PROVIDED ENTRIES
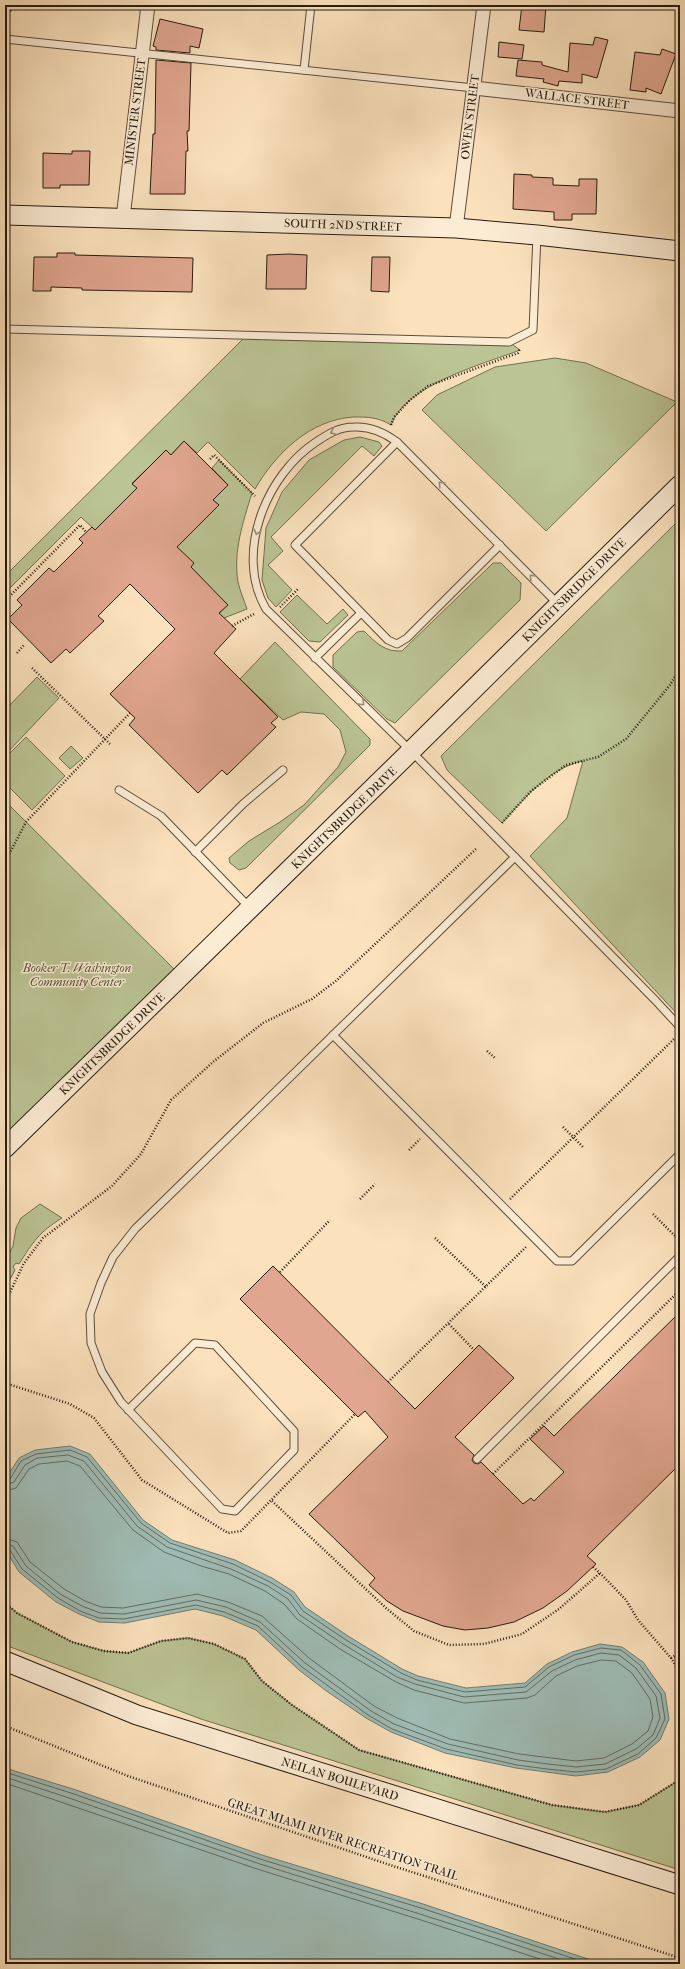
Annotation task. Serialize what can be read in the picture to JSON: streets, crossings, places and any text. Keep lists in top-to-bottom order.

* * *

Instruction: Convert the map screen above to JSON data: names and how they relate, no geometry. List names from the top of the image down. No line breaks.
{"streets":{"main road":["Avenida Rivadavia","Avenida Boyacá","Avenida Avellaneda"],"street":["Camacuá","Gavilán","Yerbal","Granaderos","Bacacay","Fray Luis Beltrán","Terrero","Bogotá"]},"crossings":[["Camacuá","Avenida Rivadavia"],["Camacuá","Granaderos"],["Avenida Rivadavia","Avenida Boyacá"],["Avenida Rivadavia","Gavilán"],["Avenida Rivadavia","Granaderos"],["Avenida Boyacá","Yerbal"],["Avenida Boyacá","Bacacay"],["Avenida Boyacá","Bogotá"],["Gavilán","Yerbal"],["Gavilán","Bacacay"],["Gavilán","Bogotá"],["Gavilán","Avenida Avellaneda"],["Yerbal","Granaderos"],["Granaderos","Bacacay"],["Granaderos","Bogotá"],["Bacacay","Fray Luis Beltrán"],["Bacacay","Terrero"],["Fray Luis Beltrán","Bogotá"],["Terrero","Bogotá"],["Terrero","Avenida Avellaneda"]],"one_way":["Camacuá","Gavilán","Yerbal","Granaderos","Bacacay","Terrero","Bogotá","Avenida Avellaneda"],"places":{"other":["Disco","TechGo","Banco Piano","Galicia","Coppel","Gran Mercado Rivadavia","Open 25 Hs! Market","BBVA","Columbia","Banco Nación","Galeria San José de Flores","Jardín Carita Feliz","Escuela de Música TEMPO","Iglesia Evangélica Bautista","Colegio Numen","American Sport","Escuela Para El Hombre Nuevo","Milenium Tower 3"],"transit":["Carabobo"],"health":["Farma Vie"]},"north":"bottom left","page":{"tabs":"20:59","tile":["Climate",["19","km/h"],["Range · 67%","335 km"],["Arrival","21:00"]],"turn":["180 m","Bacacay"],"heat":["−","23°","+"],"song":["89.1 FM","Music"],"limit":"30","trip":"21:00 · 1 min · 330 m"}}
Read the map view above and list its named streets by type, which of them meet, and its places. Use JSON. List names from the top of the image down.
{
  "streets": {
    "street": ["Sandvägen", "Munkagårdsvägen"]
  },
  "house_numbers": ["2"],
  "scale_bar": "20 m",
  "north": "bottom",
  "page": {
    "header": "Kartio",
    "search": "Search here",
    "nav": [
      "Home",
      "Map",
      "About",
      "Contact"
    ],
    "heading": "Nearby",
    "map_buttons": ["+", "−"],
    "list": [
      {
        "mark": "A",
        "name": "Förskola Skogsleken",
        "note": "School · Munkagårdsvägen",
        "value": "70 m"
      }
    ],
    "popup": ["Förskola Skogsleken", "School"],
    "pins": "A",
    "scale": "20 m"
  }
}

...

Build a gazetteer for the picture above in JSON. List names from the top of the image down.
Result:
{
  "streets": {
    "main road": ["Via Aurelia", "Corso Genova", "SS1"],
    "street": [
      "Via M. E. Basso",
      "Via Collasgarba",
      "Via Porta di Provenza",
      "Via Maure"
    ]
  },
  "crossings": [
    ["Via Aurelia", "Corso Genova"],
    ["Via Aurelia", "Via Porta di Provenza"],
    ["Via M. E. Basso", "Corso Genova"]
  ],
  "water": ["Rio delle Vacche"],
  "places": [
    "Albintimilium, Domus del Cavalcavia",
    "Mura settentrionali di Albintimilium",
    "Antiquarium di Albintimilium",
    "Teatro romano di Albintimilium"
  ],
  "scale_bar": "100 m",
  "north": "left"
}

TASK GOAL
Note every line of the entries in which "picture" appears, and copy it down.

EXPECTED OUTPUT
Annotation task. Serialize what can be read in the picture to JSON: streets, crossings, places and any text. Keep lists in top-to-bottom order.
Build a gazetteer for the picture above in JSON. List names from the top of the image down.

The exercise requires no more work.